The Road to KDE Devland – step 2

logo

Can anyone give me some pointers?

After one week with Sams Teach Yourself C++ in 21 Days, it feels like I have the basics of C++ down: constants and variables, functions, some operators, loops, if and switch statements etc. Object oriented programming was introduced surprisingly early (Day 6), and the memory discussion at the end of Day 5 took some time to digest, but other than that everything went smoothly.

In the second week, the book takes up a topic that I’ve found pretty hard: pointers and references. In this step, I’ll write about some of the things about pointers and references that confused me. It’s assumed that you already know the basics of pointers/references.

Why pointers?

Pointers are introduced with some silly examples that don’t make much sense – why manipulate a variable using a pointer instead of directly assigning a value to the variable? Soon, however, the book tells you why pointers exist. (In this case, I think I would’ve preferred the other way round – first present the problem, then talk about the solution(s). It’s probably the way Accelerated C++ approaches the subject, although I haven’t arrived at pointers in that book yet).
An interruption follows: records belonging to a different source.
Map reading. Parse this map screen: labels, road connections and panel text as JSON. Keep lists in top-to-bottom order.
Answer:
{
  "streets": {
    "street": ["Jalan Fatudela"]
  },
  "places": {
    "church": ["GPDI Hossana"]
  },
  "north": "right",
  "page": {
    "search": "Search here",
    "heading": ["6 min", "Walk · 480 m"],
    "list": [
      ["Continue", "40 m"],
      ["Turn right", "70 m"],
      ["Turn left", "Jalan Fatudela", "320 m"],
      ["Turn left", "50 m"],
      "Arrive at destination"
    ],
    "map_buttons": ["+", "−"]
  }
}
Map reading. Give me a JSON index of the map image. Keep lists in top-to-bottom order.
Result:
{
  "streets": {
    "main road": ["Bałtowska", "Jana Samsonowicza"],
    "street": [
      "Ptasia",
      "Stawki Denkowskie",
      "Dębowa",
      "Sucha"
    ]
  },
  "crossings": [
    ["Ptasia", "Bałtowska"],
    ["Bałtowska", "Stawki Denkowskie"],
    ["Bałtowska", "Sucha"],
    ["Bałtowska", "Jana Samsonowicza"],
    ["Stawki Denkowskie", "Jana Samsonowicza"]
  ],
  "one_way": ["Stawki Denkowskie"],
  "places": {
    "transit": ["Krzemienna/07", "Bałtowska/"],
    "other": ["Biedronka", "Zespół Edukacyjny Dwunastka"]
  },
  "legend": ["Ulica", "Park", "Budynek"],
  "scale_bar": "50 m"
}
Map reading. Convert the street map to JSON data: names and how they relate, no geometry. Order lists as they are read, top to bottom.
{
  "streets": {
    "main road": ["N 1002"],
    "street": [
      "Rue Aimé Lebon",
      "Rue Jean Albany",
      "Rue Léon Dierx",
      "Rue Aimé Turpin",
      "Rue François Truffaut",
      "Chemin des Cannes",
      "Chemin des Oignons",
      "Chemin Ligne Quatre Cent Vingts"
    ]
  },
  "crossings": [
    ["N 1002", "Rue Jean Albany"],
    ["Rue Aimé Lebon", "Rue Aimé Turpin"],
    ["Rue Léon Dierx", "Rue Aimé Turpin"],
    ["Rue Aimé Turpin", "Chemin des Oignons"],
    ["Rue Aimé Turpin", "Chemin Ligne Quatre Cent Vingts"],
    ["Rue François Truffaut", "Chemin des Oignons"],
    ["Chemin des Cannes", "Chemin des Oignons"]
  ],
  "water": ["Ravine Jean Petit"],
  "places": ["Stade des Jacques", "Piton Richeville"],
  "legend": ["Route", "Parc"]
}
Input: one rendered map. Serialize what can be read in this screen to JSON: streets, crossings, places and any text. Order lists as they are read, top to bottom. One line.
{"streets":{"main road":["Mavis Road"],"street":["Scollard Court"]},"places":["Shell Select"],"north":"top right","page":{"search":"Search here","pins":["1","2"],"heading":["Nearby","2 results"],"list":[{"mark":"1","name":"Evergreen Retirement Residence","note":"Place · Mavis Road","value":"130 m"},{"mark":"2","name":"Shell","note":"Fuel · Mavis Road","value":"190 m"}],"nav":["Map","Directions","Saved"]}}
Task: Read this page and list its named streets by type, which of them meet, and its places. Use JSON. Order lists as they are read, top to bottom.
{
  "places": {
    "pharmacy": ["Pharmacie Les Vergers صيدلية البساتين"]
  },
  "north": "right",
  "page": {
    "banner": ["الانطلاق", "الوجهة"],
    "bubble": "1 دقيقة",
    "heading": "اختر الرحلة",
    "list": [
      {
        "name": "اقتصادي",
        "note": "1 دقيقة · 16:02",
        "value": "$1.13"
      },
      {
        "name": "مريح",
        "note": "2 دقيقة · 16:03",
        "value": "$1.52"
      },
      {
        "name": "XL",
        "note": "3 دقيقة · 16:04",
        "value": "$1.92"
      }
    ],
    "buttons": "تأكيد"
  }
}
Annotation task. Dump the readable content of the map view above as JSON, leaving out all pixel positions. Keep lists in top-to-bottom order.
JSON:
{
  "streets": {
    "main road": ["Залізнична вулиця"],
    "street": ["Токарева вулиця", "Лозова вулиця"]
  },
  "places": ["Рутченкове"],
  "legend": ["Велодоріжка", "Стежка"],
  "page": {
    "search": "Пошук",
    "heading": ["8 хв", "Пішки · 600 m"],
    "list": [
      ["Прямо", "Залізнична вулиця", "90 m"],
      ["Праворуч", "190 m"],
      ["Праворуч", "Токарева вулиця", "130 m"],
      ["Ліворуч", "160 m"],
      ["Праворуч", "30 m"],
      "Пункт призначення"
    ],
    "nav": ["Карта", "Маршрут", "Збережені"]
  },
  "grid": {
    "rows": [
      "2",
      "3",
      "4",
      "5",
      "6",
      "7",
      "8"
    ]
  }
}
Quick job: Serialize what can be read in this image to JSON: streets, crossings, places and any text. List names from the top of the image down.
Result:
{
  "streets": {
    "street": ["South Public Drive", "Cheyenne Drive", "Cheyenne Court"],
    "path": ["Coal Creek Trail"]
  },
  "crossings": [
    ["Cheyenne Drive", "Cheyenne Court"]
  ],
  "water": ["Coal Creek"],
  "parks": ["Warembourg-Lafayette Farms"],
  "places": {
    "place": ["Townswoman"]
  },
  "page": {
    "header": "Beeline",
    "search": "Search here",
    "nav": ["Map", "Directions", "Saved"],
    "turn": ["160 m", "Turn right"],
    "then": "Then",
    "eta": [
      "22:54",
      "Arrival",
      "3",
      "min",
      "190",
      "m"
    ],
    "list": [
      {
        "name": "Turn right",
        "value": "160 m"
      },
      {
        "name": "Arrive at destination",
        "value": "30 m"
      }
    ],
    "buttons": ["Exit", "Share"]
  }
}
If you’ve studied some C++, you have probably come across the stack and the free store (the heap). Local variables (and function parameters) are declared on the stack, and go out of scope when the function returns. Variables on the heap, however, remain until you free the memory manually or when the program ends.

In C++, you allocate space on the heap with new. new returns a pointer, which is how you access data on the heap. I like the analogy in Sams Teach Yourself C++ in 21 Days: let’s think of the memory address as a telephone number, say, to the local pizza store. Since you eat pizza all the time, you program your phone to call that number when you press a special button. You don’t have to remember the phone number anymore, and you don’t need know where the pizzeria is located – you can still access it by pressing that button on your phone.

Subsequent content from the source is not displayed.